2 in a cross section through the lower portion 18 along line II-II
shown in FIG. 1. It can also be seen here that the width of the
longitudinal slits increases in the direction of the flow, that
is, from the outside to the inside, to enforce the effectiveness
of the filter and to keep out potential dirt particles. A suitable
size of the longitudinal slits is approximately 0.8.times.6.0 mm
so that particles measuring less than 0.8 mm can potentially pass
into the measuring zone, which reduces the risk of blocking the
Indicator rod considerably.
 In FIG. 3 the basic component 11 of the indicator element
3 is shown in several different illustrations. While FIG. 3a shows
the basic component 11--much like in FIG. 1--in (full) view and
FIG. 3d in diagonal view, the insertion of the filter element into
the basic component is described with reference to FIGS. 3b and
 The lower portion 18 of the cylindrical attachment 17 having
the longitudinal slits 21 is, for practical purposes, designed as
an insert, which can be inserted from below into an internal bore
22 of the cylindrical attachment 17 of the basic component 11. Thus,
the lower portion 18 can be made of materials, which can be different
from the material that the basic component 11 is made of, for example,
plastic of suitably robust consistency. On its outer perimeter,
the lower portion 18 can have a ring bulge 23 or protrusions that
are provided across from each other, and which pliably lock into
a groove when inserted into a lower area 22a of the internal bore
22 and thus assure firm engagement. It goes without saying that
other means of installation are possible, for example, screwing
(the insert) into position.
 The lower portion 18 can also include a guide (not shown)

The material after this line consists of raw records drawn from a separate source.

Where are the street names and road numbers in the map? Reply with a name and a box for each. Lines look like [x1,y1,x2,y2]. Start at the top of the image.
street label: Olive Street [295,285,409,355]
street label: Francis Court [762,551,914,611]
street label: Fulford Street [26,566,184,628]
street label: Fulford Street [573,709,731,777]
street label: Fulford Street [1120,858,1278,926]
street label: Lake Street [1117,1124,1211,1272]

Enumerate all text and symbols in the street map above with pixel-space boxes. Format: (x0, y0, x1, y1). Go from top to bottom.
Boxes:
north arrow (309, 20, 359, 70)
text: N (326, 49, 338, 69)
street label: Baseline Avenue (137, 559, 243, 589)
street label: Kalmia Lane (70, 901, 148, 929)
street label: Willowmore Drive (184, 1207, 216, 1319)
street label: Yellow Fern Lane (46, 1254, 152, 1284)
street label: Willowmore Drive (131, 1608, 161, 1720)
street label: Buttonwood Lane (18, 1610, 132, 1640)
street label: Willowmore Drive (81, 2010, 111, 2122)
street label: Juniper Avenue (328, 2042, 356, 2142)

for the indicator rod 9 namely in a central bore 24. Among other
things, it makes sense for installation reasons to practically assemble
the complete indicator element 3 from below so that first the inspection
glass 12 including a suitable O-Ring seal is inserted into the internal
bore 22 of the cylindrical attachment 17 and by inserting the lower
portion 18 with the indicator rod 9 and the rebounding plate 10
the indicator element 3 is fixed into position.
 From a flow-technical standpoint, designing the filter to
be installed ahead, e.g. upstream, of the rebounding plate as longitudinal
slits 21 has the advantage that the flow is divided into individual
flow threads thus smoothing the turbulent flow so that the indicator
is calmer and, therefore, more precise. In this way, the filter
also has a noise-reducing effect.
 In FIGS. 4 and 5 an alternate embodiment is illustrated,
whereby a lower portion 18a of the attachment 17 is designed as
an insert for the attachment, as described above. In this embodiment,
the filter is installed ahead of the rebounding plate 10 and is
designed as a close-meshed screen 25 encircling the lower portion
18a. The lower portion 18a of this embodiment has openings 26 that
are provided on opposite sides of the lower portion 18a, with the
heating medium flowing in the direction of the arrows.
 The invention being thus described, it will be obvious that
the same may be varied in many ways. Such variations are not to
be regarded as a departure from the spirit and scope of the invention,
and all such modifications as would be obvious to one skilled in
the art are to be included within the scope of the following claims.